EXERCISE AIM
Return the data below exactly, but only from the line containing "position:relative; width:1450px; height:694px;" through the line containing "height:2.5px; margin-top:-1.25px; transform-origin:0;", with both of those lines included.

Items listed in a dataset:
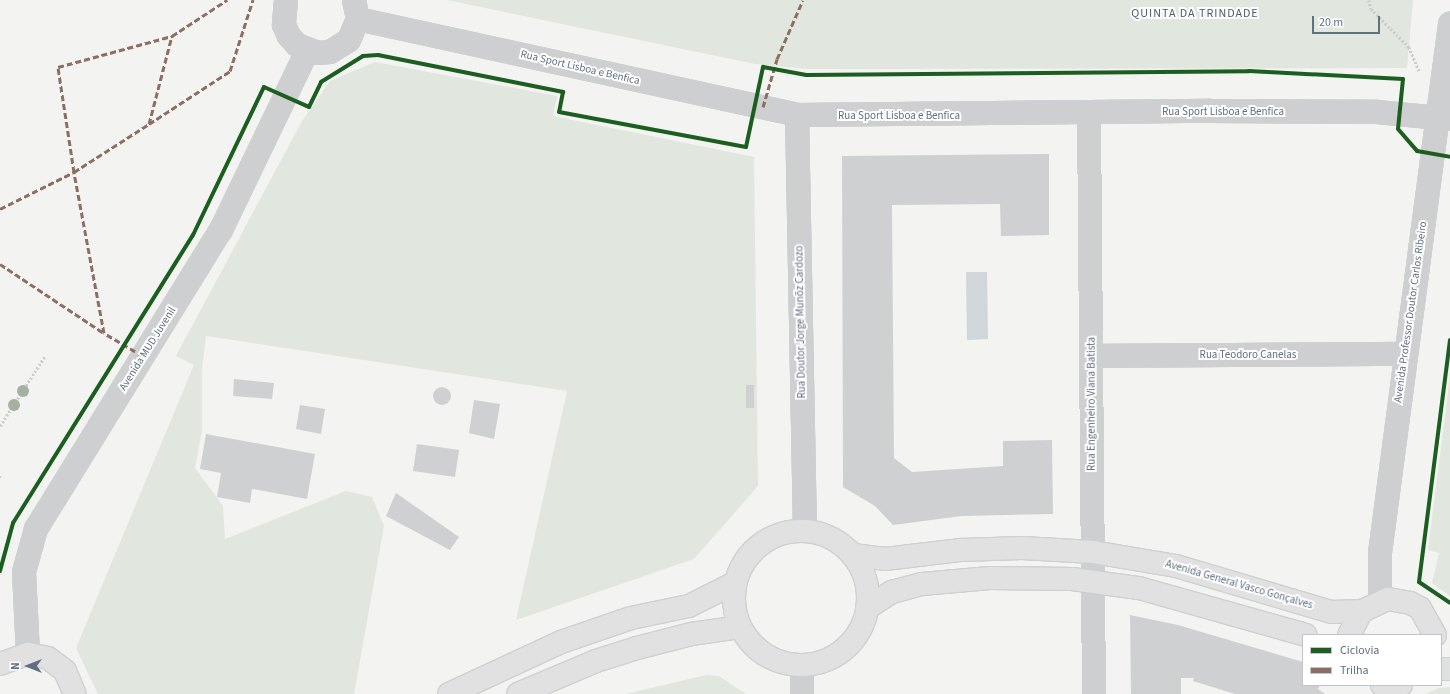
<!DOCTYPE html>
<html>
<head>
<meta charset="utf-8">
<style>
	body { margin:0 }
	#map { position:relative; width:1450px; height:694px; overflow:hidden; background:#f3f3f1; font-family:"Source Sans 3",sans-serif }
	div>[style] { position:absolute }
	.green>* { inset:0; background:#e1e6df }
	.water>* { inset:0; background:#d0d6da }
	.building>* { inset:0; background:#cfd0d1 }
	.round { border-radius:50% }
	.path>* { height:2.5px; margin-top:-1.25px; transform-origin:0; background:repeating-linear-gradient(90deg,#cbcccc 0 2px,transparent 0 4px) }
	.roads { filter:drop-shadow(1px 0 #ced0d1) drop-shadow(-1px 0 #ced0d1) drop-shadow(0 1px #ced0d1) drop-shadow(0 -1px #ced0d1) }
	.street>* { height:22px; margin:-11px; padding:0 11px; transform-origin:11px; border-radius:11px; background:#cecfd0 }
	.secondary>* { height:22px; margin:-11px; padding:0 11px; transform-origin:11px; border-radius:11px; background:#e1e1e2 }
	.secondary>.ring { margin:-11px; padding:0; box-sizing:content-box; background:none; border:22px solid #e1e1e2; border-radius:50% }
	.quiet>* { height:3px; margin-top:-1.5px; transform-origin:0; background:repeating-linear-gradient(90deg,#8d6e63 0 6px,transparent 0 9px) }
	.cycleway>* { height:4px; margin:-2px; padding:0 2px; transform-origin:2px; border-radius:2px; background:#1b5e20 }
	.trees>* { width:12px; height:12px; margin:-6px; border-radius:50%; background:#a3b0a2 }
	span { translate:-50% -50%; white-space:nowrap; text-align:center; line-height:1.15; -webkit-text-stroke:4px #fff; paint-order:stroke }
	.street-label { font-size:11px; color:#616f83 }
	.neighbourhood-label { font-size:12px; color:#505a67; letter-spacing:1px }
	.legend { position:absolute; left:1302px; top:634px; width:140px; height:52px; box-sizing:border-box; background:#fff; border:1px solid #c0c5cd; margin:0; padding:5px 7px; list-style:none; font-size:12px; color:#616f83 }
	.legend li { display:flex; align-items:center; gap:8px; height:20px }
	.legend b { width:20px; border:1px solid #c0c5cd }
	.north { position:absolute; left:8px; top:646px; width:40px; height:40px; -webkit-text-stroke:3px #fff; paint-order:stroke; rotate:270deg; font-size:11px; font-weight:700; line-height:16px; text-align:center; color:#616f83 }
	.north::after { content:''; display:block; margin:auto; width:14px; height:18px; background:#616f83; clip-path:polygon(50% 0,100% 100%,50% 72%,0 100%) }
	.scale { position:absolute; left:1312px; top:16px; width:68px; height:18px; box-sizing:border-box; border:2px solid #616f83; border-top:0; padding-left:5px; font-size:12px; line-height:14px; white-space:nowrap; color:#616f83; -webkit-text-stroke:3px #fff; paint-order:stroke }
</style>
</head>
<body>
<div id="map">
	<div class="green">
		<div style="clip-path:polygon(447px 0,1413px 0,1407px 68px,808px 69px,755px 64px)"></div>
		<div style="clip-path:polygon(375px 62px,557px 96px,553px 116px,754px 157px,758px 486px,694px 559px,516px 620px,567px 391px,206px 336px,202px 369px,202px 430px,195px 468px,223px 506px,225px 539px,346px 491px,372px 497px,384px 526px,354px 694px,98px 694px,76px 648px,194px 365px,176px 356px,302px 121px,330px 81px)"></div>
		<div style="clip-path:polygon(1450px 376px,1450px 596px,1432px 583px,1439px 553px,1428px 550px)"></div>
		<div style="clip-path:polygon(706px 675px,719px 676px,746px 694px,626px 694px)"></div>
		<div style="clip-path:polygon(1450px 687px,1450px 694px,1426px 694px,1439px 688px)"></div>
	</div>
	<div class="water">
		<div style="clip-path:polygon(966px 272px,987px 272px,988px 339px,967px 340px)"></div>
	</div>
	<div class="building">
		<div style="clip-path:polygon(1049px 154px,1049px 235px,1001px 236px,1000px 204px,892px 205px,894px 458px,912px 472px,1003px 466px,1003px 441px,1052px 440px,1053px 514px,962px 516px,893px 525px,875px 506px,843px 487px,842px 156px)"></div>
		<div style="clip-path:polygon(234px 379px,274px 383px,272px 399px,233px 396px)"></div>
		<div style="clip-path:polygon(746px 385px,754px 385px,754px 408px,746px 408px)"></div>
		<div class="round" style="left:433px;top:387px;width:18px;height:18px"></div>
		<div style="clip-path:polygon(474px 400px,500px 404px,494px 439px,469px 433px)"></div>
		<div style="clip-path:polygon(300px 405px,325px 409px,321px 434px,296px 429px)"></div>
		<div style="clip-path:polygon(206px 434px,315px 454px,307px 499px,252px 489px,250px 503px,217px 497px,221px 473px,200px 469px)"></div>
		<div style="clip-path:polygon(417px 444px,459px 450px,455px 477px,413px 471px)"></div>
		<div style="clip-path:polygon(396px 493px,459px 537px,450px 550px,386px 516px)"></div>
		<div style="clip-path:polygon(1130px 615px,1178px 625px,1303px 662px,1303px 685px,1320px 685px,1318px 689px,1325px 694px,1235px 694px,1193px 681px,1194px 678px,1181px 678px,1181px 694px,1131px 694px)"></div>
	</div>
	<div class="path">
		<div style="left:1369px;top:0;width:9px;rotate:77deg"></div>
		<div style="left:1371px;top:9px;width:54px;rotate:45deg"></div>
		<div style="left:1409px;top:47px;width:28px;rotate:67deg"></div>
		<div style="left:0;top:426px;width:83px;rotate:-57.3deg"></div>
		<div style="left:0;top:477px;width:1px"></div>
	</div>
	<div class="roads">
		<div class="street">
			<div style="left:286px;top:0;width:25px;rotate:95deg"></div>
			<div style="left:284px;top:25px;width:12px;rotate:66deg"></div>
			<div style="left:289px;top:36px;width:12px;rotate:48deg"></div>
			<div style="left:297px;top:45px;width:22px;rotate:21deg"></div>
			<div style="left:318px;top:53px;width:12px;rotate:-5deg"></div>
			<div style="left:330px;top:52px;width:22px;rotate:-32deg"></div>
			<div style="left:349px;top:40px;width:23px;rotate:-67deg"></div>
			<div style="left:358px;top:19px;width:19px;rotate:-102deg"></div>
			<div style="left:358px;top:19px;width:449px;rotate:12.3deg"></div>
			<div style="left:797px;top:115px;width:413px;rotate:-0.6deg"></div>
			<div style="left:1210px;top:111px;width:167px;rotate:0.3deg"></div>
			<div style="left:1377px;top:112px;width:73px;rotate:5.5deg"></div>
			<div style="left:1089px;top:114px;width:580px;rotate:89.51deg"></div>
			<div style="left:797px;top:115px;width:415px;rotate:88.9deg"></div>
			<div style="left:1092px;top:356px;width:313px;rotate:-0.4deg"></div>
			<div style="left:1380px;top:600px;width:47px;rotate:-90deg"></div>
			<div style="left:1380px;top:553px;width:534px;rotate:-82.46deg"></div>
			<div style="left:28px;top:654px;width:82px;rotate:-92.8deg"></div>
			<div style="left:24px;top:572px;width:45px;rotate:-74.4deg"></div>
			<div style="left:36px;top:529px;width:352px;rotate:-58.3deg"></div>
			<div style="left:221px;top:230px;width:199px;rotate:-64.3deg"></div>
			<div style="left:802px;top:665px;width:29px;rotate:90deg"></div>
		</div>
		<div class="secondary">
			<div class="ring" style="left:734px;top:531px;width:112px;height:112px"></div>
			<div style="left:853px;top:555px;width:32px;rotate:7deg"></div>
			<div style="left:885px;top:559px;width:77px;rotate:-6.8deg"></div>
			<div style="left:961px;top:550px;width:61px;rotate:-1.9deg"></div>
			<div style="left:1022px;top:548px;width:71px;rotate:3.2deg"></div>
			<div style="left:1093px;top:552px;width:84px;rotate:9.6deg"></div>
			<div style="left:1176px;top:566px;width:162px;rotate:16.5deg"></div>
			<div style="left:1331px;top:612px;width:31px;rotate:-2deg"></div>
			<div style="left:867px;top:608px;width:30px;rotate:-33deg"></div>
			<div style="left:892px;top:592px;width:31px;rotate:-15deg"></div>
			<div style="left:922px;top:584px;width:68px;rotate:-5deg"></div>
			<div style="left:990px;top:578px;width:82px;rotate:0.7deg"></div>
			<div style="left:1072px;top:579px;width:68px;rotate:7.7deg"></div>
			<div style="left:1139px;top:588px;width:173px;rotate:15.7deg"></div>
			<div style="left:1349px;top:635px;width:27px;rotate:-62deg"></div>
			<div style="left:1362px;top:611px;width:29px;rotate:-25deg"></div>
			<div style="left:1388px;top:599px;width:22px;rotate:10deg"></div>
			<div style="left:1410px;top:603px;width:11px;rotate:27deg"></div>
			<div style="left:1420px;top:608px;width:31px;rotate:61deg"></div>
			<div style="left:0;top:664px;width:30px;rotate:-20deg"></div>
			<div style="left:28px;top:654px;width:20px;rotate:11deg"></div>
			<div style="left:48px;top:658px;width:21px;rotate:37deg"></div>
			<div style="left:65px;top:671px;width:25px;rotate:67deg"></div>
			<div style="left:1441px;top:669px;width:9px"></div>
			<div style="left:1382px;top:685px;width:19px"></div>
			<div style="left:449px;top:694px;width:123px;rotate:-24.9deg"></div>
			<div style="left:561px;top:642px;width:74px;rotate:-18.9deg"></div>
			<div style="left:631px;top:618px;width:59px;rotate:-11.7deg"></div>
			<div style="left:689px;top:606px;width:51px;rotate:-26.6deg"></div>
			<div style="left:518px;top:694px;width:85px;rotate:-22.9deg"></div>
			<div style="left:596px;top:661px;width:43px;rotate:-17.6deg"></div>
			<div style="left:637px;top:648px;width:56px;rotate:-14.5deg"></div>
			<div style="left:691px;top:634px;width:49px;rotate:-8.1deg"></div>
		</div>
	</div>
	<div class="quiet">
		<div style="left:763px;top:107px;width:50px;rotate:-73.7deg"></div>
		<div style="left:777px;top:59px;width:64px;rotate:-66.2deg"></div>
		<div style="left:149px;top:124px;width:97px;rotate:-33.2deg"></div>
		<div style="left:230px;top:71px;width:75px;rotate:-72.1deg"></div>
		<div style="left:0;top:209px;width:83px;rotate:-26.6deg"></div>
		<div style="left:74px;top:172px;width:106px;rotate:-98.7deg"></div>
		<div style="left:58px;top:67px;width:118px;rotate:-15.2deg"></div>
		<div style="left:0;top:264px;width:125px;rotate:33.6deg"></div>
		<div style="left:143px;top:356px;width:45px;rotate:-149.5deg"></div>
		<div style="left:104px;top:333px;width:164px;rotate:-100.6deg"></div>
		<div style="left:74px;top:172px;width:89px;rotate:-32.6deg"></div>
		<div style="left:149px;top:124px;width:91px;rotate:-75.4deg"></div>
		<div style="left:172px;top:36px;width:66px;rotate:-33.2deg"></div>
	</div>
	<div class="cycleway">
		<div style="left:1450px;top:340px;width:244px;rotate:97.3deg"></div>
		<div style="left:1419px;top:582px;width:37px;rotate:34deg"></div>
		<div style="left:0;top:571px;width:50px;rotate:-74.8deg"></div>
		<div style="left:13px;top:523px;width:340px;rotate:-58deg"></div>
		<div style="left:193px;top:235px;width:164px;rotate:-64.4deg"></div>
		<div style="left:264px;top:87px;width:49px;rotate:24deg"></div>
		<div style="left:309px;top:107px;width:28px;rotate:-64deg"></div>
		<div style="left:321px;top:82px;width:49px;rotate:-31.8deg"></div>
		<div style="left:363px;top:56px;width:15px;rotate:-4deg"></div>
		<div style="left:378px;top:55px;width:189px;rotate:11.3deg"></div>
		<div style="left:563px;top:92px;width:20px;rotate:101deg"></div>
		<div style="left:559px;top:112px;width:190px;rotate:10.6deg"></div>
		<div style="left:746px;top:147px;width:82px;rotate:-78deg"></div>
		<div style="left:763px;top:67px;width:44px;rotate:10.5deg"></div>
		<div style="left:806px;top:75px;width:443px;rotate:-0.5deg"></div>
		<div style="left:1249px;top:71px;width:154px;rotate:3deg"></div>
		<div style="left:1403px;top:79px;width:50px;rotate:95.7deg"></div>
		<div style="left:1398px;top:129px;width:29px;rotate:49deg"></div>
		<div style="left:1417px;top:151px;width:34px;rotate:10deg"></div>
	</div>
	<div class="trees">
		<div style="left:23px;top:391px"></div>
		<div style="left:14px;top:405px"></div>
	</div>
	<div class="street-label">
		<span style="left:580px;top:68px;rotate:13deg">Rua Sport Lisboa e Benfica</span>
		<span style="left:1223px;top:112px">Rua Sport Lisboa e Benfica</span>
		<span style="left:899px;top:116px">Rua Sport Lisboa e Benfica</span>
		<span style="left:1411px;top:312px;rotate:-82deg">Avenida Professor Doutor Carlos Ribeiro</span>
		<span style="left:801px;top:322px;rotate:-91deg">Rua Doutor Jorge Munõz Cardozo</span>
		<span style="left:148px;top:349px;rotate:-58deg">Avenida MUD Juvenil</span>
		<span style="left:1248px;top:355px">Rua Teodoro Canelas</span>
		<span style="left:1092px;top:404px;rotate:-90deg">Rua Engenheiro Viana Batista</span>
		<span style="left:1239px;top:585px;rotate:16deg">Avenida General Vasco Gonçalves</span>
	</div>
	<div class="neighbourhood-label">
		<span style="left:1195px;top:14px">QUINTA DA TRINDADE</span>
	</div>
	<ul class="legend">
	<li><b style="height:5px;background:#1b5e20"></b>Ciclovia</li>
	<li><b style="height:5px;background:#8d6e63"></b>Trilha</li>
	</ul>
	<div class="north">N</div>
	<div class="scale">20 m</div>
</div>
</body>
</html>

ANSWER TO THIS EXERCISE
	#map { position:relative; width:1450px; height:694px; overflow:hidden; background:#f3f3f1; font-family:"Source Sans 3",sans-serif }
	div>[style] { position:absolute }
	.green>* { inset:0; background:#e1e6df }
	.water>* { inset:0; background:#d0d6da }
	.building>* { inset:0; background:#cfd0d1 }
	.round { border-radius:50% }
	.path>* { height:2.5px; margin-top:-1.25px; transform-origin:0; background:repeating-linear-gradient(90deg,#cbcccc 0 2px,transparent 0 4px) }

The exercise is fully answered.